James Poses Problems for Georgia

ATHENS - There's not a lot of green space in the Bronx borough of New York City. That's one explanation for how the 6-foot-4, 263-pound Erasmus James could make it all the way until his senior season of high school before playing organized football.

In his senior year of college, Erasmus James is terrorizing quarterbacks as an All-American defensive end at Wisconsin, but he didn't pick up the game until after moving from New York to Pembroke Pines, Fla.

That's where a high school coach finally persuaded James to give football a try.

"He said, 'You'd make a great defensive end,' so I came out, and he put me down in that stance and I've loved it ever since," James said.

He made 53 tackles that first season, including 14 sacks, and was named second-team All-Broward County. If he hadn't been the high school teammate of FSU cornerback Bryant McFadden, James' football career might have ended there.

McFadden was one of the state's most highly recruited athletes, and several schools who came to see him decided James might be worth a late scholarship. Miami coach Butch Davis made an in-home visit, and North Carolina State showed some interest. But once James made a trip to Madison, Wis., his recruitment was over.

"I fell in love with the school and the football program," he said. James and the Badgers (9-2) face Georgia (9-2) in the Outback Bowl on New Year's Day.

James redshirted his first season at Wisconsin, then started one game as a freshman and 13 as a sophomore. He was poised for a breakout year when he dislocated his hip early in the 2003 preseason during a non-contact drill.

"It was a fluke injury," Wisconsin coach Barry Alvarez said. "I saw him fall down, and it didn't look very serious."

It was, though.

"For a while, it looked like his career might be over," Alvarez said.

James basically gave up on the sport when he was unable to return for the Badgers' fourth game of the 2003 season, as the team's doctors had originally projected. It wasn't until March, when he returned to his home and visited with a doctor for the NFL's New York Giants, that he thought he might get back on the field again.

"He gave me the confidence to go back and work," James said.

He took to his rehabilitation and the weight room with zeal and added more than 20 pounds to an already fast body.

"I think what it did for him was make him really appreciate football a little more, and what he had missed," Alvarez said. "We knew he was going to be special going into the year."

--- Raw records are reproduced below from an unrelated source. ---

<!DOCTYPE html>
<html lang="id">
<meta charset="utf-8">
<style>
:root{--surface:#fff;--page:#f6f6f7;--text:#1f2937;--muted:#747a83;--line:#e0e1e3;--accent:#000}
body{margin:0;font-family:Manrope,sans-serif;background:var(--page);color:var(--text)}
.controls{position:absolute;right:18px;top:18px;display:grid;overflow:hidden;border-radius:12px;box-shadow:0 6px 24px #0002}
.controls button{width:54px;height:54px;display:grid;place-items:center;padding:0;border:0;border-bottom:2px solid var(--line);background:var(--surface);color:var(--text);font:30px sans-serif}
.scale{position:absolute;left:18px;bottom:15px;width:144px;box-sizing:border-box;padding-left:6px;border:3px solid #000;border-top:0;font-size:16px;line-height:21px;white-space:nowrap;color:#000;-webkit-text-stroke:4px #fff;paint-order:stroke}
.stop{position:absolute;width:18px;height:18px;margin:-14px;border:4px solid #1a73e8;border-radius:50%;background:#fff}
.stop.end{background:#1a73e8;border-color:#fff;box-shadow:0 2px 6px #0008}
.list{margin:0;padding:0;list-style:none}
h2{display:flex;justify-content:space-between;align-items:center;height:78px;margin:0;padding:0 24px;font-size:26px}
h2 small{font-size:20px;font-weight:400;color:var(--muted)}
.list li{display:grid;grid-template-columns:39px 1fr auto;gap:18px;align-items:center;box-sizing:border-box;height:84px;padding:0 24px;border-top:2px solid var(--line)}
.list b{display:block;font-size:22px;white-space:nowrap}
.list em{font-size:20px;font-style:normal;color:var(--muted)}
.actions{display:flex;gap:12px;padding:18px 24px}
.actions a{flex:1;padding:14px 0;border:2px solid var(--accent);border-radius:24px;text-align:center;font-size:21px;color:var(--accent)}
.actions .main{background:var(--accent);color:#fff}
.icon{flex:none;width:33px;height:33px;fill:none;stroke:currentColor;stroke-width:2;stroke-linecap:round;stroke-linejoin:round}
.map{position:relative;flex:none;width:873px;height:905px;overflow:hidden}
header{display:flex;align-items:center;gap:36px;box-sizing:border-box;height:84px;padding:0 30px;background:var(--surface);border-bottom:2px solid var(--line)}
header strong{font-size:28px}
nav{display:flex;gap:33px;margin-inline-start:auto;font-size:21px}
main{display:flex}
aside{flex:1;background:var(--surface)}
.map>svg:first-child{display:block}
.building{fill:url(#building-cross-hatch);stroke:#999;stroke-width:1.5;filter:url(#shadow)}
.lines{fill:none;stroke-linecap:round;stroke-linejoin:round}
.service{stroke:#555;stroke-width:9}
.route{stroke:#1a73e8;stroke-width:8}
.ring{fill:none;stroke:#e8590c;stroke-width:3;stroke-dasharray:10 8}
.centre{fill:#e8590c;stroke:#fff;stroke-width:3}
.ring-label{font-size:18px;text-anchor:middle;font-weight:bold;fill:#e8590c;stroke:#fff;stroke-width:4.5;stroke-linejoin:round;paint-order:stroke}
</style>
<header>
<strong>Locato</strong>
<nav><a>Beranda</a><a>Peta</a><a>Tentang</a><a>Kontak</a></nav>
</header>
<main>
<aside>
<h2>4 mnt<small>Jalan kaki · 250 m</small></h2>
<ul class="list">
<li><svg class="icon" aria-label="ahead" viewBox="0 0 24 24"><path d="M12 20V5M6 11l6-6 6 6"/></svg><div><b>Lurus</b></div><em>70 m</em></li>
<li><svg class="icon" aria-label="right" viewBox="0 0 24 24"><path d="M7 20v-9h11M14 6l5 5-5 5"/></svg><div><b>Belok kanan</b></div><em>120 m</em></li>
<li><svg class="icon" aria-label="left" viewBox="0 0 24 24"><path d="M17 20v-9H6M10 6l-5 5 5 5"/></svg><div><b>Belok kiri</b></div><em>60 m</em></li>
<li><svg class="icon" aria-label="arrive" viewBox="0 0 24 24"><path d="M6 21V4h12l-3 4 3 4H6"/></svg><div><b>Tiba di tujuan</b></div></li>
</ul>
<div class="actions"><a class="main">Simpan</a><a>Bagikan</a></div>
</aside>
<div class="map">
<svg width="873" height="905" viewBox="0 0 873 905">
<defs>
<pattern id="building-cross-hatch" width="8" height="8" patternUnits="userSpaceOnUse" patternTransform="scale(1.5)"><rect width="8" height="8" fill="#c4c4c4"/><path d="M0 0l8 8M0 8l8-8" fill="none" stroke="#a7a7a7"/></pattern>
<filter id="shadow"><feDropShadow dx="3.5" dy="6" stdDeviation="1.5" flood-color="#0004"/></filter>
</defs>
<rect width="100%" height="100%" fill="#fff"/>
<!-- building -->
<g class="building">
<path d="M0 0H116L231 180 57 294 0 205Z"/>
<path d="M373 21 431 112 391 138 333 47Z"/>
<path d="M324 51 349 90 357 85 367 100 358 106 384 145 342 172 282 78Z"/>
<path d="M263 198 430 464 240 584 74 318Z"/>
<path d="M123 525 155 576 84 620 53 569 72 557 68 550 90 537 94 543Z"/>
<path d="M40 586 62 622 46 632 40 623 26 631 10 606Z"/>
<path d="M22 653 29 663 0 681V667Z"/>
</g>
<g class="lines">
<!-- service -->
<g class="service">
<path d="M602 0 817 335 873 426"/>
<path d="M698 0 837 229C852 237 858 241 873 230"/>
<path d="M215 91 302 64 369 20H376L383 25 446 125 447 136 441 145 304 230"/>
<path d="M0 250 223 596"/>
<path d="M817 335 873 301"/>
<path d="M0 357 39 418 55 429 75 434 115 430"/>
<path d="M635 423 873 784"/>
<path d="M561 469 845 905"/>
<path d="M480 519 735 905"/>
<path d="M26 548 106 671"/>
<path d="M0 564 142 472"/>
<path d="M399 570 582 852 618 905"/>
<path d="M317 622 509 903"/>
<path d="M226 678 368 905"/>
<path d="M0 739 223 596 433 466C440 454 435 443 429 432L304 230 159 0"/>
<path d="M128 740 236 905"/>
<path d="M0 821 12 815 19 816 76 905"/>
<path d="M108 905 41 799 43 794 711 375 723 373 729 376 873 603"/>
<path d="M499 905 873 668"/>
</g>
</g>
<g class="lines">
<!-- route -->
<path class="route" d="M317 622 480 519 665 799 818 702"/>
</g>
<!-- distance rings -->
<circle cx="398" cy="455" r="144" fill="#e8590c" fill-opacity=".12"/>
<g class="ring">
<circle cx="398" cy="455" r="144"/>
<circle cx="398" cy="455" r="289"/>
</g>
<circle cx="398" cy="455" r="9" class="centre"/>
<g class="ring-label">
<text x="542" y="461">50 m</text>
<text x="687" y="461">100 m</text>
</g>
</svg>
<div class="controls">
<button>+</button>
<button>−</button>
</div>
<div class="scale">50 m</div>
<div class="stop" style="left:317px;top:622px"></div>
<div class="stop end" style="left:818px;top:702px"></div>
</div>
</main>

Despite playing the final five games of the season on a tender ankle, James recorded eight sacks and 11.5 tackles for loss and was named the Big Ten Defensive Player of the Year this season.

"Whenever Erasmus is in the game, you know you're going to get pressure," Wisconsin defensive back Jim Leonhard said. "As a secondary, you have to understand the ball might be coming out a little quicker." Only two of the Bulldogs have any familiarity with James. Coach Mark Richt and defensive end David Pollack met him recently on the national awards circuit.

"I didn't really want to like him, but I did like him as a person," Richt said. "He's a great guy."

James and Pollack provide very similar problems for an opponent, Richt said.

"(James) gets off the ball faster than anyone else, he jumps over people, can play the run extremely well and has that high energy level," he said, "so that's going to be quite a challenge for us."